NOT THE VALENTINE’S STORY THAT MAKES HALLMARK RICH
Whether we are talking about a romantic relationship, what happens in the therapy room, or the early interactions between toddler and mother we are talking about the same thing: Is it alright that you are this way and I am that way? Can we tolerate the tension in energies between this and that, us and them?
Can we breathe and stand tall and be who we are while the other is completely different?
And can we do this in love? By that I mean, can we do this with an open heart to the person who in this moment is so different from us?
We each are finding our way in life. Through our intuition, our mind, our curiosities, and our circumstances.
We each have the ability to survey our lives. To take stock.
And our ability to do this depends on the extent to which others have let us be us.

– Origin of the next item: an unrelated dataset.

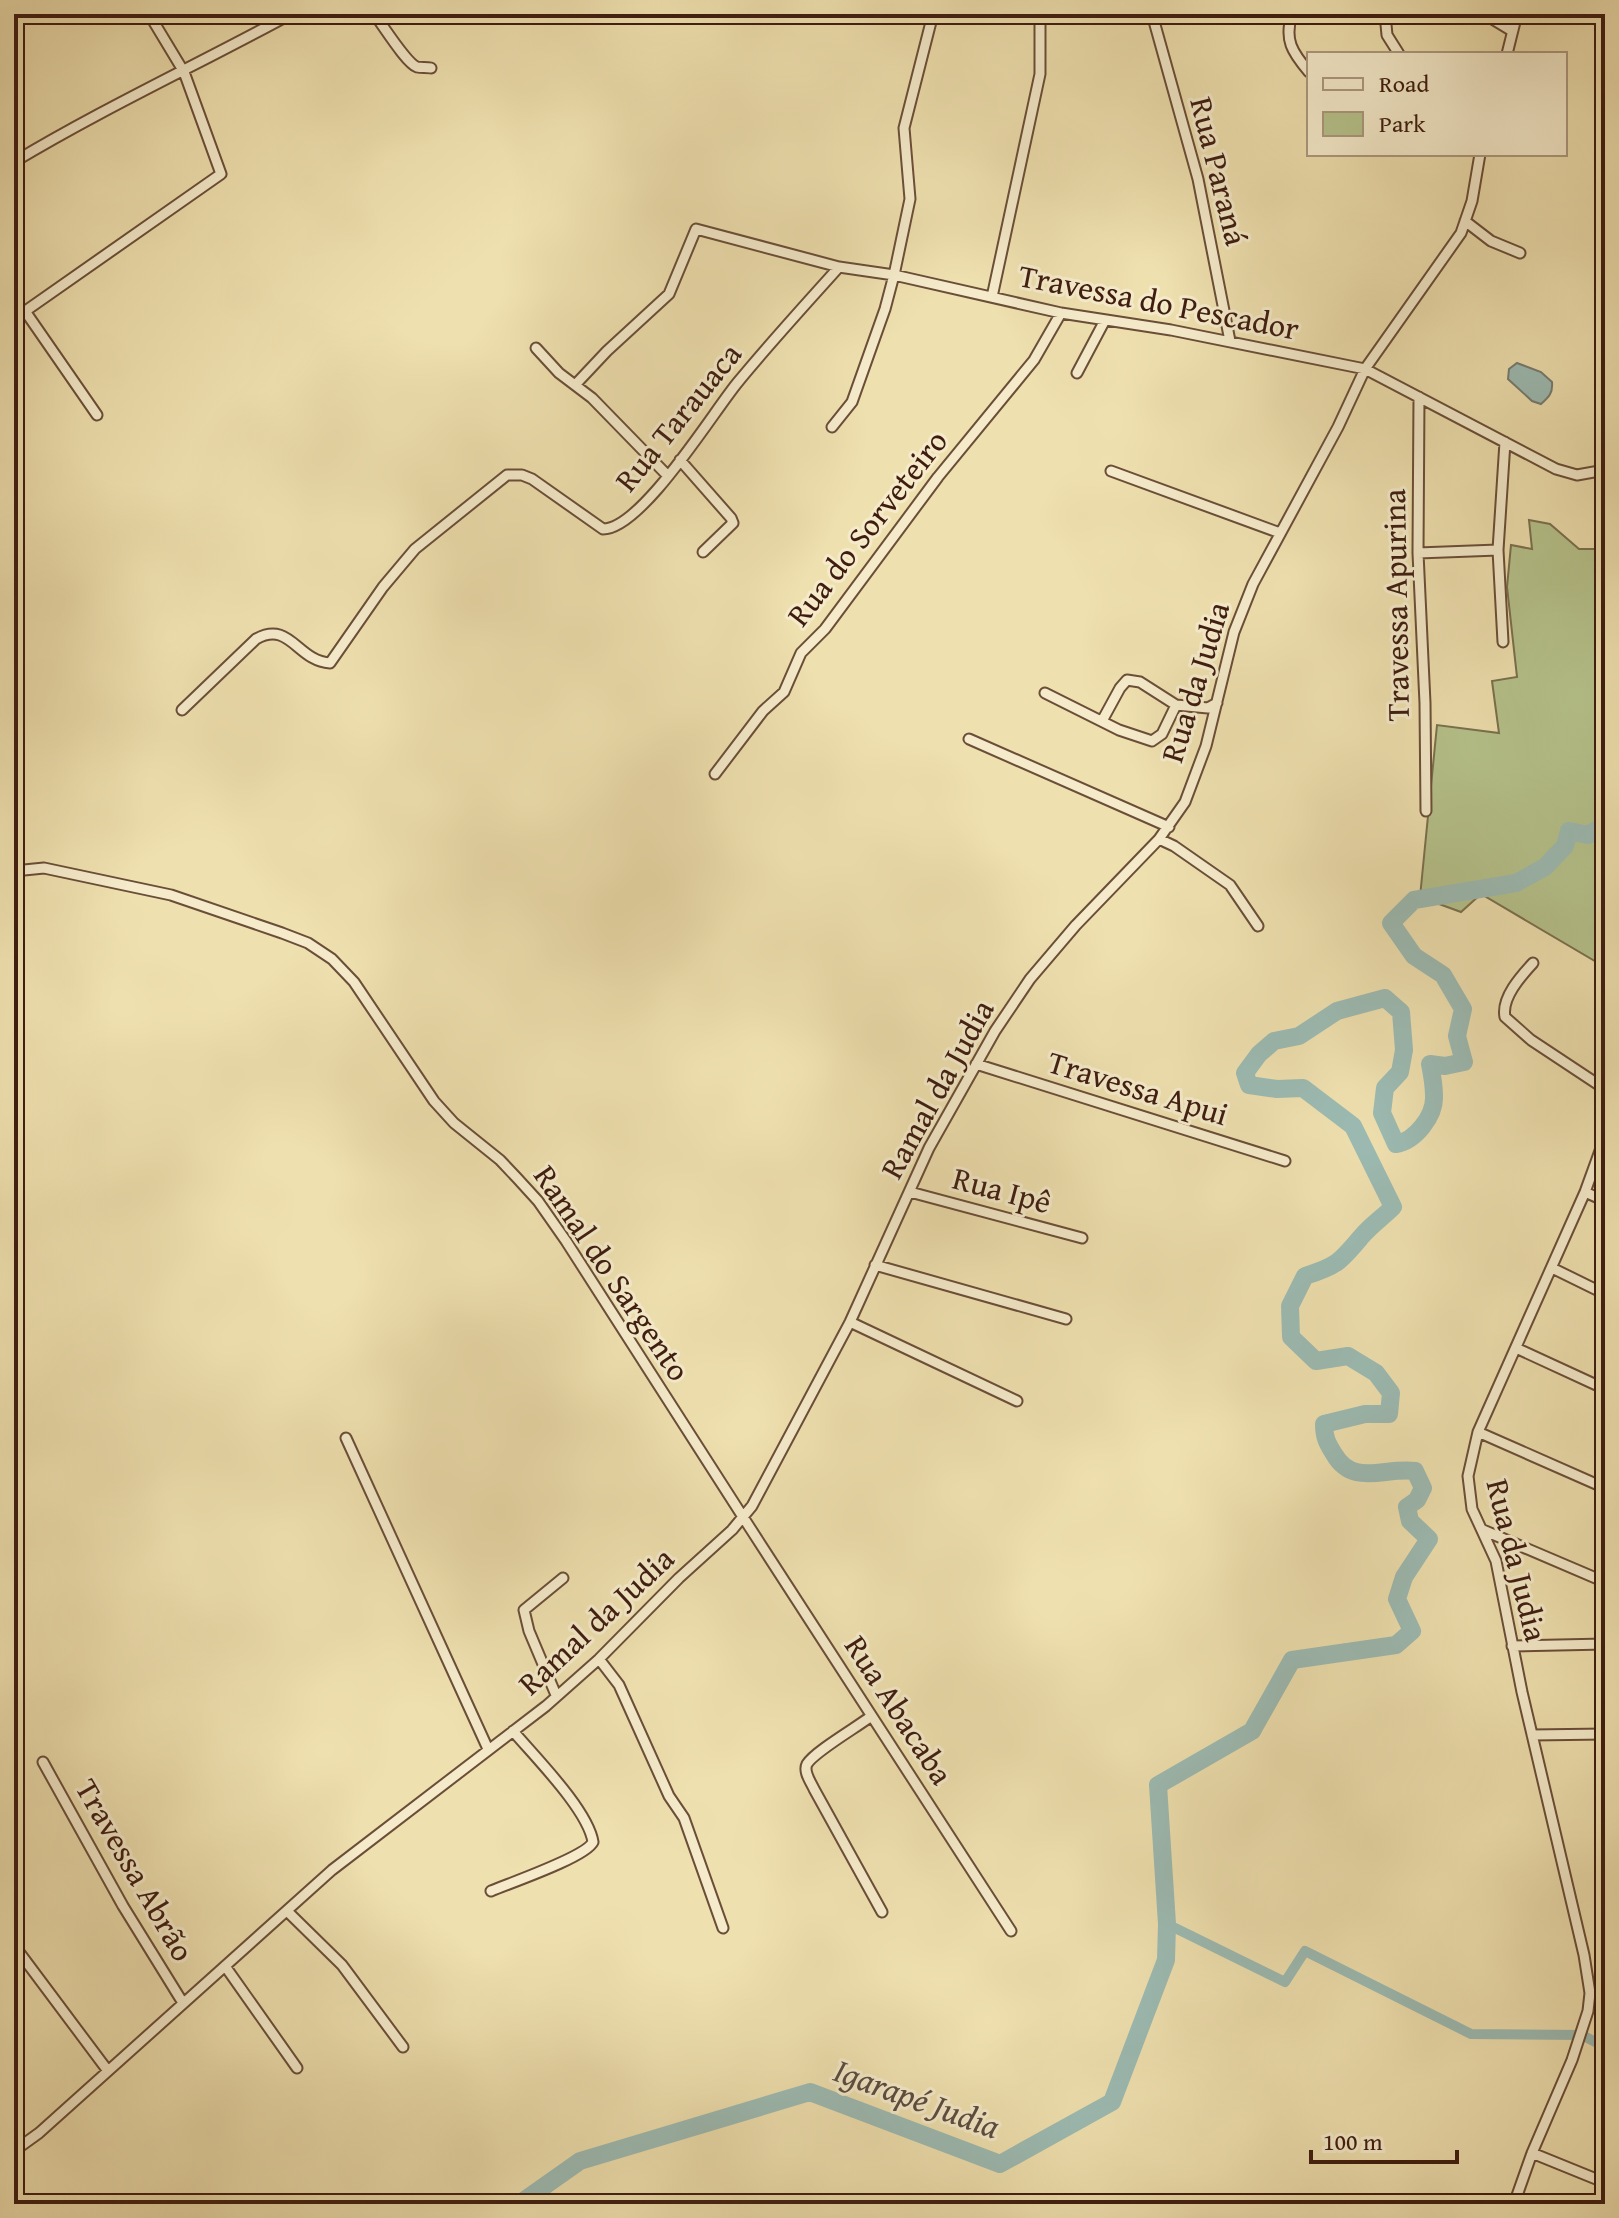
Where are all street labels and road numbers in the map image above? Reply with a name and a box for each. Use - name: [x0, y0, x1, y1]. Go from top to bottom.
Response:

And the fate of the world depends, very deeply, on our ability to do this for others.
To become broad and strong and flexible and open and unwavering and rocked all at the same time.
Misunderstanding. The process of coming to understanding. This requires something of us. It requires us to tolerate the bumps involved in the lifelong process of understanding.
Our intimate relationships. Is it possible that both love and abandonment exist in the same person?
And sometimes ourselves. Our joyous engaged shut down devastated selves. Can we hold these contradicting parts of us?
Oh we are so tied to making sense.
It’s futile.
No one’s right. No one’s wrong. There is no one way that you should be.
It’s all here. It’s all part of it.
Coming into ourselves is about letting others be themselves.
And then responding.
This is not passive work.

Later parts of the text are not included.